TASK DIRECTIONS:
If a line includes "shop", copy it out of the entries.

[Saved entries]
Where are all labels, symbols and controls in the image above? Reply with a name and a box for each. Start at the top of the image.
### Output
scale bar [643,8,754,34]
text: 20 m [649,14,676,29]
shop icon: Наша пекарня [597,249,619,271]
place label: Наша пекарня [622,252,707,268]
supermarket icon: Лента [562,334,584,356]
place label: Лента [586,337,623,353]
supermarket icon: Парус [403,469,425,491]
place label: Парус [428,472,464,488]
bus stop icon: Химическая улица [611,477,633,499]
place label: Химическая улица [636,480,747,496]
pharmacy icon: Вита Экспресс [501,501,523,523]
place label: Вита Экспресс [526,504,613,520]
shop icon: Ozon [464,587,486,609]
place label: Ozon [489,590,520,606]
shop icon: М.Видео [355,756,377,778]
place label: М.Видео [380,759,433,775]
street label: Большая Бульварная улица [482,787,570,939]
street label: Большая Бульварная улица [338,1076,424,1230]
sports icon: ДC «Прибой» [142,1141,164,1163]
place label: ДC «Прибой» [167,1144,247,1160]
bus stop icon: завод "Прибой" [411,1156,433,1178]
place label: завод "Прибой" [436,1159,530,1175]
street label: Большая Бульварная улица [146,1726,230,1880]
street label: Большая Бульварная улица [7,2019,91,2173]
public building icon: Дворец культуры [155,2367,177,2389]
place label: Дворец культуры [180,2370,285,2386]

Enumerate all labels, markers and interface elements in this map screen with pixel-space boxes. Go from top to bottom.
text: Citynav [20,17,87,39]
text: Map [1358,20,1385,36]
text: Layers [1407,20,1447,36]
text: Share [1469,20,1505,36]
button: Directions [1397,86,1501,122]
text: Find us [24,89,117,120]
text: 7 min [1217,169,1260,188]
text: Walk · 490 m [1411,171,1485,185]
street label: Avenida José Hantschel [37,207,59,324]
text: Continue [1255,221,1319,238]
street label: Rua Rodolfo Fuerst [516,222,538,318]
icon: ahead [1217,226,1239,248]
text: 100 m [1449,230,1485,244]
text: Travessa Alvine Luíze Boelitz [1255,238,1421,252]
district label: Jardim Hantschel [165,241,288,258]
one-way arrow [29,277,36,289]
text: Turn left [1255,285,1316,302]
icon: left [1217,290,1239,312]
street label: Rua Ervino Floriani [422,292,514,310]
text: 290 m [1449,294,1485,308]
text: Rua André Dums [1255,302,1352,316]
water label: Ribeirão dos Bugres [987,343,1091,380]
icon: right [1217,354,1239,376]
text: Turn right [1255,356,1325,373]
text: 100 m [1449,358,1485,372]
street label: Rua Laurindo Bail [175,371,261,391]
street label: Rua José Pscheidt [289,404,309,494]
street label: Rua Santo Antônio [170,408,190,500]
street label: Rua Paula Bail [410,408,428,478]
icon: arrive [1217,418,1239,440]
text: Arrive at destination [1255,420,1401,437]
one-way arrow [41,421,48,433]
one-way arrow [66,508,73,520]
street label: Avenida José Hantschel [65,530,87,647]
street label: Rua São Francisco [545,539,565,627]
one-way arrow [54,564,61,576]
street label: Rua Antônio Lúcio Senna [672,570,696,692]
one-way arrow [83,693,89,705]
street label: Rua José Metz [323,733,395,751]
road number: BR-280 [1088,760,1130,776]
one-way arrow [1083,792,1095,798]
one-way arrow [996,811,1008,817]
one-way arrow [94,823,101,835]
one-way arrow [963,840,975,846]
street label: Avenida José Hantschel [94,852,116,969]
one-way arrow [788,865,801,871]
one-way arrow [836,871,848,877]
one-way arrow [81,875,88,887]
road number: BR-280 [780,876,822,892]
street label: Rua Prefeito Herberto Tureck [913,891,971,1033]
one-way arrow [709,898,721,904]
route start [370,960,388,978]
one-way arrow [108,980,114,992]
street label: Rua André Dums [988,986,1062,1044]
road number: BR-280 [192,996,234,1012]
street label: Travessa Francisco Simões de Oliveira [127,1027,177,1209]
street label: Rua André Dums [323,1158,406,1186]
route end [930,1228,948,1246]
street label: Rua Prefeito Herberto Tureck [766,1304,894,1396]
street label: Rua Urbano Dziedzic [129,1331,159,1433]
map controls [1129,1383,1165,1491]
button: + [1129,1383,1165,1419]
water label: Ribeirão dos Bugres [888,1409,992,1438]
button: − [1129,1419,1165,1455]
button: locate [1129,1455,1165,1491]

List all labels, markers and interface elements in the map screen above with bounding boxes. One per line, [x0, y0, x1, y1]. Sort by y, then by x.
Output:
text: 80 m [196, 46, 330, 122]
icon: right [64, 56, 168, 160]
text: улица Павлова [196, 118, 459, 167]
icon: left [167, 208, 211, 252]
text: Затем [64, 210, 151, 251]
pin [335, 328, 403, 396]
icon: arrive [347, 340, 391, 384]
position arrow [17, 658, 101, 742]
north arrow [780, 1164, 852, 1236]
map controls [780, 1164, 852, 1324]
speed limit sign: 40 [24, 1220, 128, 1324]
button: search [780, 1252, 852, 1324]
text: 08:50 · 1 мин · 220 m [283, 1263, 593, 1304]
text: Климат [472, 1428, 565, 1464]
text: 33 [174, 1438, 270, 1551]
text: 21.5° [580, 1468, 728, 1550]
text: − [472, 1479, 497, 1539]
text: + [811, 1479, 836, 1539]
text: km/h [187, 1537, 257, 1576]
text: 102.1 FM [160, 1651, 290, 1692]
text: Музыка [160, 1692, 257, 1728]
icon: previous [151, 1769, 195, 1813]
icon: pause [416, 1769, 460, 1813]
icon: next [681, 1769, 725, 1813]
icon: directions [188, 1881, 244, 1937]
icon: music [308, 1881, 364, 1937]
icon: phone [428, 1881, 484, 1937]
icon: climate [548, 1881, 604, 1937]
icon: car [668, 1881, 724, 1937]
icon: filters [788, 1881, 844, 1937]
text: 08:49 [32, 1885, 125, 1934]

EXERCISE SOLUTION:
shop icon: Наша пекарня [597,249,619,271]
shop icon: Ozon [464,587,486,609]
shop icon: М.Видео [355,756,377,778]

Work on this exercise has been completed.